Bajarin does say in his article that the written word should be enough for readers, but he adds that for many books, that’s not the case, and those are the books that could use a little interactive jazzing up. I wouldn’t like to be the one to say that to an author, and frankly, if a publisher believed that, I doubt they would publish the book. But there might be a place for some interactivity in some e-books. Non-fiction books could link out to websites that give more information, or even have a thin — very thin, so as it doesn’t take away from the book — ad along the bottom of the page for some product that relates to the subject of the book. That could help pay for publishing, which might be good the way the publishing industry is going.
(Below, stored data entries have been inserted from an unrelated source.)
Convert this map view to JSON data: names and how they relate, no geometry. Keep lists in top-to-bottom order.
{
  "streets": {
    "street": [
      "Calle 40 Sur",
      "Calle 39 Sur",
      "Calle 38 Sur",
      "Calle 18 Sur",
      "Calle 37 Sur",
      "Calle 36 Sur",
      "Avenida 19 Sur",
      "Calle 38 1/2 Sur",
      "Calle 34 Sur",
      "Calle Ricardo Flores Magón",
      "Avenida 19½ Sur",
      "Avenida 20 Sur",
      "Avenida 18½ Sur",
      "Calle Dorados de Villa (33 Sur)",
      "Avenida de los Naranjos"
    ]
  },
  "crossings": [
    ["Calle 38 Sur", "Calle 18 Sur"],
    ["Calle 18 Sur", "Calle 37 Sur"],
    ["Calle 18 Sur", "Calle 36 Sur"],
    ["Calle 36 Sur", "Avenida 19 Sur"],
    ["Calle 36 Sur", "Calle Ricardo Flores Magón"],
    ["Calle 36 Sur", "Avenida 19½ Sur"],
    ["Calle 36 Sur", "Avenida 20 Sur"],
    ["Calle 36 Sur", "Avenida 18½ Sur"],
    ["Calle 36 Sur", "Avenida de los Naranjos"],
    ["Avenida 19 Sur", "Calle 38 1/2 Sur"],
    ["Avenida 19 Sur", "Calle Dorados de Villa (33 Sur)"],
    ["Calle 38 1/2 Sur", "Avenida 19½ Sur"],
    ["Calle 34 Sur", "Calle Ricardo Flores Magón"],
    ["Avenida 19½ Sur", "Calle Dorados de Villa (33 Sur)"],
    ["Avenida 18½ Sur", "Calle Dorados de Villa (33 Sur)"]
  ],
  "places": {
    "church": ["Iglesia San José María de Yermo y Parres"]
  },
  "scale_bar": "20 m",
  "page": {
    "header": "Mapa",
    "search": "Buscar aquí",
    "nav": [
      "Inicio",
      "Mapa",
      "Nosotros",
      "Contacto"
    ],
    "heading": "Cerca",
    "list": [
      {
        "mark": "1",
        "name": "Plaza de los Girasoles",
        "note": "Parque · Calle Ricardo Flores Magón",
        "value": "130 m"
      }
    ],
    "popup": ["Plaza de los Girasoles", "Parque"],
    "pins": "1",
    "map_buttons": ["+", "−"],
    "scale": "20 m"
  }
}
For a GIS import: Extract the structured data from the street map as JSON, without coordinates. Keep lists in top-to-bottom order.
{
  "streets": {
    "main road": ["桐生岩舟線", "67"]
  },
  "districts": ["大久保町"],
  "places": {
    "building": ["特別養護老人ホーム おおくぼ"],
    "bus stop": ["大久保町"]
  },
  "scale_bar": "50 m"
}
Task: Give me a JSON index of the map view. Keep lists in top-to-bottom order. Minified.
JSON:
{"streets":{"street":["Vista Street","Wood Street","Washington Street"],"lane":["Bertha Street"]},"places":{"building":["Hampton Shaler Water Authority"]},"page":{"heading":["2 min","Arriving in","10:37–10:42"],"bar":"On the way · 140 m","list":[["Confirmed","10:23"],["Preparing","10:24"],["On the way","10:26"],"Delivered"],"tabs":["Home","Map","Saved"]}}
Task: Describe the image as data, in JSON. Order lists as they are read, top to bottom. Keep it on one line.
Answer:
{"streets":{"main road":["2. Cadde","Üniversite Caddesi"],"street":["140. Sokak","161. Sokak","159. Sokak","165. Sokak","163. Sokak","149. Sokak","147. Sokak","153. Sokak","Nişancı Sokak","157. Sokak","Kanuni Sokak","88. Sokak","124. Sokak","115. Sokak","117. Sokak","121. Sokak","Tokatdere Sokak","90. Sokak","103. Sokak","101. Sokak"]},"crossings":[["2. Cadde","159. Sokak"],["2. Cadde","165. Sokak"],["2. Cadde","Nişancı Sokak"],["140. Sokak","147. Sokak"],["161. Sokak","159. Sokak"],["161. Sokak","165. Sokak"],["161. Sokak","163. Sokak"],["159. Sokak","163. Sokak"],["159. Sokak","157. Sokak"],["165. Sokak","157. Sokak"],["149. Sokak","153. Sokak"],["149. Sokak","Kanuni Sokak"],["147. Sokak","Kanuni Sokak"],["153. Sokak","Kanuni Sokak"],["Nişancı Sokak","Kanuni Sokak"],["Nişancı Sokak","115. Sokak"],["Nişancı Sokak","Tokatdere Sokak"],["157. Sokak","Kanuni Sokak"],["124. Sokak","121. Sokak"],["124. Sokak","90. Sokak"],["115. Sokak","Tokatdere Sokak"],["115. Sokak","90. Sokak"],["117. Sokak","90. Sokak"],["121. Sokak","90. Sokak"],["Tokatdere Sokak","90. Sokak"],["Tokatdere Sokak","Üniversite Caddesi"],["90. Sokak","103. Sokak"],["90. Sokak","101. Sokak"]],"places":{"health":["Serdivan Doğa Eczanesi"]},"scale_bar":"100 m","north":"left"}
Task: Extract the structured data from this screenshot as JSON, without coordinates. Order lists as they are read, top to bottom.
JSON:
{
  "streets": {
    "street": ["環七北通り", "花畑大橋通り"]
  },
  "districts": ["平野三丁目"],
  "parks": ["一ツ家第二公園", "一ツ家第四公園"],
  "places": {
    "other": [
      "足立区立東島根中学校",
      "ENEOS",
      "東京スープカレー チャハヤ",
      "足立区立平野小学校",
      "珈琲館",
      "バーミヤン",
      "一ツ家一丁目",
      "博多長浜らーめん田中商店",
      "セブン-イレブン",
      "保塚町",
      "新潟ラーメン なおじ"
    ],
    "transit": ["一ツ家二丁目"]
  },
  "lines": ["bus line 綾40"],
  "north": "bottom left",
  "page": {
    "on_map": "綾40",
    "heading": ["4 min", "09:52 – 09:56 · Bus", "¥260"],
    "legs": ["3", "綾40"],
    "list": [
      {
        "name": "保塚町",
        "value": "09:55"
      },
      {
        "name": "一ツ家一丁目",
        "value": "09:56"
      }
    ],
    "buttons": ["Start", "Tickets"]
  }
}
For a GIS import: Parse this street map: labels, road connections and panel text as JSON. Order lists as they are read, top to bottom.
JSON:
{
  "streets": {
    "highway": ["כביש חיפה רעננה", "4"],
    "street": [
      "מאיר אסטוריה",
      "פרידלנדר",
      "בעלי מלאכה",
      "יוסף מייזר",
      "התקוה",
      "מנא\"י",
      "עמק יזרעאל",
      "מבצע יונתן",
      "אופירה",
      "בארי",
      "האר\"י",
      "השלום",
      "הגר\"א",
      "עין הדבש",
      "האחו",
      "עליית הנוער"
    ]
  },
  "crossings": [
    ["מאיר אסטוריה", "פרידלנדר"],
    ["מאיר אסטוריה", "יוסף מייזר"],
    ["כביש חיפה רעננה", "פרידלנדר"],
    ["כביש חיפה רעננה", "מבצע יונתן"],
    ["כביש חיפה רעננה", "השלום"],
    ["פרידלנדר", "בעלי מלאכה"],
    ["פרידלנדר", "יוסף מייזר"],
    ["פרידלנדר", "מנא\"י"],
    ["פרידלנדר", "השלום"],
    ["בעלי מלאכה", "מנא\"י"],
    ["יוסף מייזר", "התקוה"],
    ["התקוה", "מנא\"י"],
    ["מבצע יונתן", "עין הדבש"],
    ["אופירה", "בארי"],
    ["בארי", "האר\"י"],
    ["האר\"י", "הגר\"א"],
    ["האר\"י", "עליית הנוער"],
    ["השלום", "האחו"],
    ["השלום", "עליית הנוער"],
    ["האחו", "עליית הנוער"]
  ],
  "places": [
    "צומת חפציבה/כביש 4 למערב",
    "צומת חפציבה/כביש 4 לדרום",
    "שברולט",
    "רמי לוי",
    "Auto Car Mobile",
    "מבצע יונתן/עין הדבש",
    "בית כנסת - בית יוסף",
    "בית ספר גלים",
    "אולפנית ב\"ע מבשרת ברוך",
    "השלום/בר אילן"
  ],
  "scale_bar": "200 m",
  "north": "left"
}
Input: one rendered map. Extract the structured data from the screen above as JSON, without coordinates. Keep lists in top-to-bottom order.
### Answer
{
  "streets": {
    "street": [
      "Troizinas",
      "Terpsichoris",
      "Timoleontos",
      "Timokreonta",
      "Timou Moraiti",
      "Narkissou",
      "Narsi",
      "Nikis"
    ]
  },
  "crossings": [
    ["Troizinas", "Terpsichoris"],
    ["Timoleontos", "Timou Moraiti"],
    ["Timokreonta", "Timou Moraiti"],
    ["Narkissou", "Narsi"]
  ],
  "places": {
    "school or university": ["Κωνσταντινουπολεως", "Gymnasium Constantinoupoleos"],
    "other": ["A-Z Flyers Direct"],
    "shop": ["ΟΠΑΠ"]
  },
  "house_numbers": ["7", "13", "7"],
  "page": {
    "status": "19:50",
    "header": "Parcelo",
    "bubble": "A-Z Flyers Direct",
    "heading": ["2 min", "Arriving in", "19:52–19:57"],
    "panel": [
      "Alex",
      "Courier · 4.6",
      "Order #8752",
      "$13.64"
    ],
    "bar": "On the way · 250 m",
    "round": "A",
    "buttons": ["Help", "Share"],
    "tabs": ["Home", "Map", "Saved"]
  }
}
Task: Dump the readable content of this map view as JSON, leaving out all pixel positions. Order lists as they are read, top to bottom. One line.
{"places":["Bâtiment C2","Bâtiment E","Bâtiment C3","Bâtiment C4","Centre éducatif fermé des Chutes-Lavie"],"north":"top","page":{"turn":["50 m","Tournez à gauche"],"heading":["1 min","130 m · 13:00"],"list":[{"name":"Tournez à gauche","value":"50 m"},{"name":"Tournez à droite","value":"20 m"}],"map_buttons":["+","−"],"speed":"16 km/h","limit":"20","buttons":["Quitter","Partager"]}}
In the case of a novel that’s part of a series, maybe there’s a page at the beginning of the book that has links to websites where the other books can be downloaded, or even the movie adaptation bought. Perhaps links to the author’s website and places where other books from the same author can be bought. (I’m not a fan of ads in a novel. It’s too close a step before writers are comprising their story to fit in a plot line about their sponsor’s products.)

There is an idea from Bajarin that I really liked, however: e-books that contain an interview with the author, explaining the history behind the book and/or other things about her writing. As Bajarin said, “This would make a writer more of a real person to me, and not just another faceless author.” I think that would be the case with a lot of people and might help readers try other books from that author. That’s something I can definitely applaud.

What would you like to see in e-books?

Write On!


What do you think?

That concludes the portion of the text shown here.